What is wrong with the following reasoning ?
Suppose I try a direct approach and enumerate the winning paths, then the players wins when :
- the path has (N-k) ups and 0 downs overall [probability $(1/2)^{N-k}$] or
- the path has (N-k+1) ups and 1 down overall [probability $(1/2)^{N-k+1} \times (1/2)$] or
- the path has (N-k+2) ups and 2 downs overall [probability $(1/2)^{N-k+2} \times (1/2)^2$]
...
or
- the path has (N-k+k-1) ups and k-1 downs overall [probability $(1/2)^{N-k+k-1} \times (1/2)^{k-1}$]

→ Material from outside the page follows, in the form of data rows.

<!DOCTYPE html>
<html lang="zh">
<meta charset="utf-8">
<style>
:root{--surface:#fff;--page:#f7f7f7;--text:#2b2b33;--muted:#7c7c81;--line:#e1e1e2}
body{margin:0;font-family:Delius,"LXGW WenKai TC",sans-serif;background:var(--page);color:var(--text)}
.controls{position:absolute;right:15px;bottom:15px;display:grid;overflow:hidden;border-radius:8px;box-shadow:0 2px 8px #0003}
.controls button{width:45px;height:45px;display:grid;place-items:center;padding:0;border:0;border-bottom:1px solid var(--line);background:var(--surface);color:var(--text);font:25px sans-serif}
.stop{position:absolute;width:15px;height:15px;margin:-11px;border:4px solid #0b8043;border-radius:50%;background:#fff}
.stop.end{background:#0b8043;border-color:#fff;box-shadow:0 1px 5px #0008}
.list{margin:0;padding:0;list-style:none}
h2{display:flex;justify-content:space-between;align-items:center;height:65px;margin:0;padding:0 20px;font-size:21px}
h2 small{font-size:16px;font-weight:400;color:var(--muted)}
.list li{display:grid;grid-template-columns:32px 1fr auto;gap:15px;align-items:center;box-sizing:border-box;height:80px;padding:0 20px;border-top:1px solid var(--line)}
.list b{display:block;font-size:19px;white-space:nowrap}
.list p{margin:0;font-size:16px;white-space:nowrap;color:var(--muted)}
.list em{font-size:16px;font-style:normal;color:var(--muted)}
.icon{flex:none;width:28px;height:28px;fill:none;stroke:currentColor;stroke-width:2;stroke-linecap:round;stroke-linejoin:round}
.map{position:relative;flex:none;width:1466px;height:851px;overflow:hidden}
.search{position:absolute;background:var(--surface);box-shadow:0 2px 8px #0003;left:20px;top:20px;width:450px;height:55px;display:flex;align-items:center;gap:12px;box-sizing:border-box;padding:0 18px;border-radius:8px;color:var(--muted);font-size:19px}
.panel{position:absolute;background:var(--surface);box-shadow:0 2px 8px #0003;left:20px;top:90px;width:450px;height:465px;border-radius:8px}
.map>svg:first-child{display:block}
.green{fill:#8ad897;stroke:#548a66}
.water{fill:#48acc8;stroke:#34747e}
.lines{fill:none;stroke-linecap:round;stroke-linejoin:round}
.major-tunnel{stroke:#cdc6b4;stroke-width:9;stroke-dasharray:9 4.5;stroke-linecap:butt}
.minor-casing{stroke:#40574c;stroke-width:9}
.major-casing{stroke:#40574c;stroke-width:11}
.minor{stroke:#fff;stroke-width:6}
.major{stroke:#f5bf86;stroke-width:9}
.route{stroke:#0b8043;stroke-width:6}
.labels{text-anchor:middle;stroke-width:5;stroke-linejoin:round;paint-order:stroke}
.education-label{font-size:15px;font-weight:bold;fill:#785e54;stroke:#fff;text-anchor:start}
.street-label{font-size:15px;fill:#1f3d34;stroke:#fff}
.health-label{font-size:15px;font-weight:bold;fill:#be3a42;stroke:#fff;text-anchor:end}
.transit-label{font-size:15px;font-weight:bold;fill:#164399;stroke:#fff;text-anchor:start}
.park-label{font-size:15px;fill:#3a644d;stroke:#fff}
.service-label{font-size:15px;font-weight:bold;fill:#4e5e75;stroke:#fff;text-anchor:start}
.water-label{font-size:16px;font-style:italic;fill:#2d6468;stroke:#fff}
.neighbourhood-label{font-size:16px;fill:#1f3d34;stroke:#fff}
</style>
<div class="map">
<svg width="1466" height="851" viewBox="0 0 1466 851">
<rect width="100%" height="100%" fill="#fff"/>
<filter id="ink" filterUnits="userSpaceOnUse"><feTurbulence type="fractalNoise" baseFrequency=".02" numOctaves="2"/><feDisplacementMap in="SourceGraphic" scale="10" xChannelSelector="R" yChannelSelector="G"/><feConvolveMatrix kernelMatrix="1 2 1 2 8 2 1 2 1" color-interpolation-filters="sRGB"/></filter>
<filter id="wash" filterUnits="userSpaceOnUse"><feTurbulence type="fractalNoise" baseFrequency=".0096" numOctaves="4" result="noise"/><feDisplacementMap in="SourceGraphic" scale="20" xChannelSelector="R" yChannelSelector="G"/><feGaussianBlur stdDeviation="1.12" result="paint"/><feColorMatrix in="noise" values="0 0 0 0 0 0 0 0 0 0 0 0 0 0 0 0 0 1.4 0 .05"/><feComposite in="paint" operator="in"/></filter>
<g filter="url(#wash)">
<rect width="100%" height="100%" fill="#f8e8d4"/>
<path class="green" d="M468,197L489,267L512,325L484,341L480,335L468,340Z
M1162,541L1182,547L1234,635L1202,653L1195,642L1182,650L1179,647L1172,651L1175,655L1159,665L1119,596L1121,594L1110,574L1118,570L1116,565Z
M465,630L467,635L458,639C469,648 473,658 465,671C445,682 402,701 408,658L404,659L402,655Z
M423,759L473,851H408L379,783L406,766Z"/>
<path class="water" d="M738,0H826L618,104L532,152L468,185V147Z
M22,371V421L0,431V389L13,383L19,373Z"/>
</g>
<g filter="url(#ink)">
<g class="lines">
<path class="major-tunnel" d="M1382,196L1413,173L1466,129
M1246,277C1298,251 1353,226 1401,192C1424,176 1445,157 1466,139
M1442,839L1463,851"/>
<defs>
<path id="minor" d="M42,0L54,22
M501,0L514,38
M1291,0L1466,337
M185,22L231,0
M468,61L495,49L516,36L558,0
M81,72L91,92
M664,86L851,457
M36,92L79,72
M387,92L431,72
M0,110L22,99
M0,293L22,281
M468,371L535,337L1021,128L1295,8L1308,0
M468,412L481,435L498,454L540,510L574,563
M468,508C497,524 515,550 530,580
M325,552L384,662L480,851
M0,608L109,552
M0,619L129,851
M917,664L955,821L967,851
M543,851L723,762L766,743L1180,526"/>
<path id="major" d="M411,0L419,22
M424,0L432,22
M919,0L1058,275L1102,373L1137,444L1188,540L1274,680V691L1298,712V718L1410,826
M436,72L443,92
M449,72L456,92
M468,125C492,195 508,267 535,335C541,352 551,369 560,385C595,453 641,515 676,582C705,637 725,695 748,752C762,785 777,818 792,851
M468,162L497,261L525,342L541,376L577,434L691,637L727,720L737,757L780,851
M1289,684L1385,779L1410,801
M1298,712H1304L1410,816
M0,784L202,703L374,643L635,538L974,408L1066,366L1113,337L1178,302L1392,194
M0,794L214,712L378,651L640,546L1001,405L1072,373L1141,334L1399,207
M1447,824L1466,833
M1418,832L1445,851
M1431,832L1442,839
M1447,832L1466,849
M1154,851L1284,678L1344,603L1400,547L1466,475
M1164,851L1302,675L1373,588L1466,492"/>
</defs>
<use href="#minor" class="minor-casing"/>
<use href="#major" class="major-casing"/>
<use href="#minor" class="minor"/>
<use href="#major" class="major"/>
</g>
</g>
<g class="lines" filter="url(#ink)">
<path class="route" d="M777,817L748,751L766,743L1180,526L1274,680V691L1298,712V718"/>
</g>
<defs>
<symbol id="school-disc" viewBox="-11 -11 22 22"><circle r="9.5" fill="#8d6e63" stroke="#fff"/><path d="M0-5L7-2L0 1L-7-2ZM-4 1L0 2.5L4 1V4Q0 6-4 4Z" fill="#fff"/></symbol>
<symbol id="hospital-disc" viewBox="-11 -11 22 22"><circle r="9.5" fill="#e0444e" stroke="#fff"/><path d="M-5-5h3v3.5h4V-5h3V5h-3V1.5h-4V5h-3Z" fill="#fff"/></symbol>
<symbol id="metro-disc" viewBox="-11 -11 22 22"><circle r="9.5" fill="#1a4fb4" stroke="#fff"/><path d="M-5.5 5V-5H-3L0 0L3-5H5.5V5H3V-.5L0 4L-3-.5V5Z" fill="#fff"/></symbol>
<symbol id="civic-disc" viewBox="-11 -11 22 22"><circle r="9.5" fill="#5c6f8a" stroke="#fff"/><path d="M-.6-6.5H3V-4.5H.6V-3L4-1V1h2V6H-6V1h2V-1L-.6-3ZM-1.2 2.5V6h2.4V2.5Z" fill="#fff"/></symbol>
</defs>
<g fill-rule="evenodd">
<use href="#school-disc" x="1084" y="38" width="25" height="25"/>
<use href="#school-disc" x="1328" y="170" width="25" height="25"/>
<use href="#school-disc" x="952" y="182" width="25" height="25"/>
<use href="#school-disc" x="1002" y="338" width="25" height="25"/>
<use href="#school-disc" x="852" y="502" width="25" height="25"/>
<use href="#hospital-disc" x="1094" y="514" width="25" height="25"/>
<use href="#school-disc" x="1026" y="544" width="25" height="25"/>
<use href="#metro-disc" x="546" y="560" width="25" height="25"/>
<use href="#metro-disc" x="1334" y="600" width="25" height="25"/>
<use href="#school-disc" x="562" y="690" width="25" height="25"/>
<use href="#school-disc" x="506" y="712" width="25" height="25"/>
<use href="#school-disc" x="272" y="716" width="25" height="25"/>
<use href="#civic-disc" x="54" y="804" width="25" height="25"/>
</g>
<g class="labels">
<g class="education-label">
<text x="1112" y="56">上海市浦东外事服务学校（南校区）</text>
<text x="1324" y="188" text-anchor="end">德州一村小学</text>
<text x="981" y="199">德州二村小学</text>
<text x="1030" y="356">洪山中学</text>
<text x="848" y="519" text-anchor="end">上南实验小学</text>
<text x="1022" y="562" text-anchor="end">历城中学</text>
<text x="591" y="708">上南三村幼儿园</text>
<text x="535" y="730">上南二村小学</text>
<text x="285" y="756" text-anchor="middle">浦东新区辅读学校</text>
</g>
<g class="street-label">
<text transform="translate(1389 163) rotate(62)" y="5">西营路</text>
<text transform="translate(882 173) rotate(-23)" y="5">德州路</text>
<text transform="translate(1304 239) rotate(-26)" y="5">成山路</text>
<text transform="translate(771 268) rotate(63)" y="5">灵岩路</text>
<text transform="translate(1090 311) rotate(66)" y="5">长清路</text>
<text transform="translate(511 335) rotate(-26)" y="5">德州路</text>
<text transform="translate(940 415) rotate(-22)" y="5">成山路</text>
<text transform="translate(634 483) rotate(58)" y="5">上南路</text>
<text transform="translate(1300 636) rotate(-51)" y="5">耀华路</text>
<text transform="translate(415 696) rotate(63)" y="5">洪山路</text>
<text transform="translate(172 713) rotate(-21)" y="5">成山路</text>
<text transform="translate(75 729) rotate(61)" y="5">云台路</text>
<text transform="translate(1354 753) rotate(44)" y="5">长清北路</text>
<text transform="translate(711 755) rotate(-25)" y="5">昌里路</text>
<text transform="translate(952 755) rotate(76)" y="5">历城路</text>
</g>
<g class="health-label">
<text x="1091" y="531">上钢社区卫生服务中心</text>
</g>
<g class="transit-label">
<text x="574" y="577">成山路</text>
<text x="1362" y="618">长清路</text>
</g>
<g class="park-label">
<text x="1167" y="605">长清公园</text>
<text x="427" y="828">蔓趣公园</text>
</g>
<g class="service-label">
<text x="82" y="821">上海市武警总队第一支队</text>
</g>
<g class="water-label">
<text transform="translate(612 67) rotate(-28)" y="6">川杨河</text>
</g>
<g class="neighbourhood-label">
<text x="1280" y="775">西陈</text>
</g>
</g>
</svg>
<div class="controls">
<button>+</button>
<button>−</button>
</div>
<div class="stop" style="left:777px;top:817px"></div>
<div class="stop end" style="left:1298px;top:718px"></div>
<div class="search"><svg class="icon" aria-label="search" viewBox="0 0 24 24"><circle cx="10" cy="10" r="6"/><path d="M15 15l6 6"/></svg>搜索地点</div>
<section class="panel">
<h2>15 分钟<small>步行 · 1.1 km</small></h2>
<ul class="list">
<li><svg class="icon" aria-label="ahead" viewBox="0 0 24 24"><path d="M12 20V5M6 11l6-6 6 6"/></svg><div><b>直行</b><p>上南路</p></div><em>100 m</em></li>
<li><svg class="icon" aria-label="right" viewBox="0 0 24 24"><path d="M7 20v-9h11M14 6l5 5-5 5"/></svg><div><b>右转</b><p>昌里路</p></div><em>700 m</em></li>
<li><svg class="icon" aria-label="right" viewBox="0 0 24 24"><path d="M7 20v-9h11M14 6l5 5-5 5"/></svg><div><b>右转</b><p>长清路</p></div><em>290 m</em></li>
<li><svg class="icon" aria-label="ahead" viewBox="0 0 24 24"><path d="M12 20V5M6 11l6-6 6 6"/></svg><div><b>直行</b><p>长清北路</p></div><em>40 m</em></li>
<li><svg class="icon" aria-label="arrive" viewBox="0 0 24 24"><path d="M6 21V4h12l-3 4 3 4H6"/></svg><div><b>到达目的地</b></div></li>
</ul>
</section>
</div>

Each of these probabilities can be added up since the possibilities are mutually exclusive, so we get:
P (good path)
= $(1/2)^{N-k}$ + $(1/2)^{N-k+1} \times (1/2)$ + $(1/2)^{N-k+2} \times (1/2)^2$ + ... + $(1/2)^{N-k+k-1} \times (1/2)^{k-1}$
= $(1/2)^{N-k}$ $(1 + (1/2)^2 + (1/2)^4 + ... + (1/2)^{2(k-1)}) $ $= {\frac{1}{2}}^{(N-k)} \frac {1-\frac{1}{4}^{k}} {1-\frac{1}{4}}$
which is different from the right solution $1-k/N$ obtained via recurrence relations etc
Where did I go wrong ?
Where is the case that there are $N^2 k^2$ alternations of up and down before any of the listed cases occurs?
There is no global upper bound on the number of downs in a path. There is a local bound on the number of consecutive downs after "now". But there is always a continuation of alternating ups and downs of arbitrarily long length.